┏━━
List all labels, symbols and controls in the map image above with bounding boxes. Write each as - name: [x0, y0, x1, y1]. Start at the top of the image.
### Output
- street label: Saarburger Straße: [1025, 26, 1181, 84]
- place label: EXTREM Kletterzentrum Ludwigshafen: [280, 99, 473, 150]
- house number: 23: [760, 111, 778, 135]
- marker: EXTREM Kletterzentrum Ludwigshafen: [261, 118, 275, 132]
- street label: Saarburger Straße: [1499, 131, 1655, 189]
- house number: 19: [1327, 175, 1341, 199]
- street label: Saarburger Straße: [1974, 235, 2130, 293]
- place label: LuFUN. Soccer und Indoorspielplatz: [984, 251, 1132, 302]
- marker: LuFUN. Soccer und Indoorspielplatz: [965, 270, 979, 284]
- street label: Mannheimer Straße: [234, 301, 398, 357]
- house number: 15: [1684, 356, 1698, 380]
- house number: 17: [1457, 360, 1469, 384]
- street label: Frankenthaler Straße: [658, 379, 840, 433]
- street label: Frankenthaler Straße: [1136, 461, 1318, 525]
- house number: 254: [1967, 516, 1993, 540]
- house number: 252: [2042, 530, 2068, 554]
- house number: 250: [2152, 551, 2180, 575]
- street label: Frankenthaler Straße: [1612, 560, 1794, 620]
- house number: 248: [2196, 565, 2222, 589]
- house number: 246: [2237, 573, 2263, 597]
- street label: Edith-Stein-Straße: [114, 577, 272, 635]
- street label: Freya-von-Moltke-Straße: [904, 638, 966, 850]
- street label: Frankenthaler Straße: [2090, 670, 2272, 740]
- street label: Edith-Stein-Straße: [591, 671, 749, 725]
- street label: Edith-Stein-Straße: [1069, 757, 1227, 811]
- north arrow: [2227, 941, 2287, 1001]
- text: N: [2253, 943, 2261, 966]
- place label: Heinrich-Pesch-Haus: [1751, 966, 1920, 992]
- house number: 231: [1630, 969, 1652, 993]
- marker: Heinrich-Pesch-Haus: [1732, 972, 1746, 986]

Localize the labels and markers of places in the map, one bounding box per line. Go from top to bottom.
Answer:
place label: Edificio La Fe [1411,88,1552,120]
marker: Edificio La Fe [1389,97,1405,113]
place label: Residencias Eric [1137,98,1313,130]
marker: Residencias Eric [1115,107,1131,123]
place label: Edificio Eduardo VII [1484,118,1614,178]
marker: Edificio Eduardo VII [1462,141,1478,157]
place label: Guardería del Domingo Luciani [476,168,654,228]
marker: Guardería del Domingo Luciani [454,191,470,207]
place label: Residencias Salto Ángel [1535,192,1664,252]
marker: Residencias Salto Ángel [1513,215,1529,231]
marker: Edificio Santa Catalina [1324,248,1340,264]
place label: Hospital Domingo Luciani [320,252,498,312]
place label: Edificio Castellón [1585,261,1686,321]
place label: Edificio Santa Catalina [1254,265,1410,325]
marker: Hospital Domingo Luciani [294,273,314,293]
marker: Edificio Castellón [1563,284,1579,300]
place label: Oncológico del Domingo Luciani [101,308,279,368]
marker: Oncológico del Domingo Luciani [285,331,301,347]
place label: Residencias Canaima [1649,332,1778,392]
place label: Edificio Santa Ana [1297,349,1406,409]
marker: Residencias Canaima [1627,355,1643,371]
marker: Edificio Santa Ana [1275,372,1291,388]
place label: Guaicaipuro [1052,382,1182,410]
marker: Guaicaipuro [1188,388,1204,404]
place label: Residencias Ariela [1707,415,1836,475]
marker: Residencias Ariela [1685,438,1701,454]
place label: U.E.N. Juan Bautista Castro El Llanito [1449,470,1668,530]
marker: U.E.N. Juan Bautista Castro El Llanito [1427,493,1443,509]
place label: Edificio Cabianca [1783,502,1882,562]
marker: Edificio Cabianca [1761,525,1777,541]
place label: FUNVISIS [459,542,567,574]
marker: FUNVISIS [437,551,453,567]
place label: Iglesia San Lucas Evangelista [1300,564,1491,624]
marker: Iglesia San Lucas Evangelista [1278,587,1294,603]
┗━━
> [Exercise requirements] Each line of the data in which the string "Guardería" appears needs to be copied.

> [Solution for this problem]
place label: Guardería del Domingo Luciani [476,168,654,228]
marker: Guardería del Domingo Luciani [454,191,470,207]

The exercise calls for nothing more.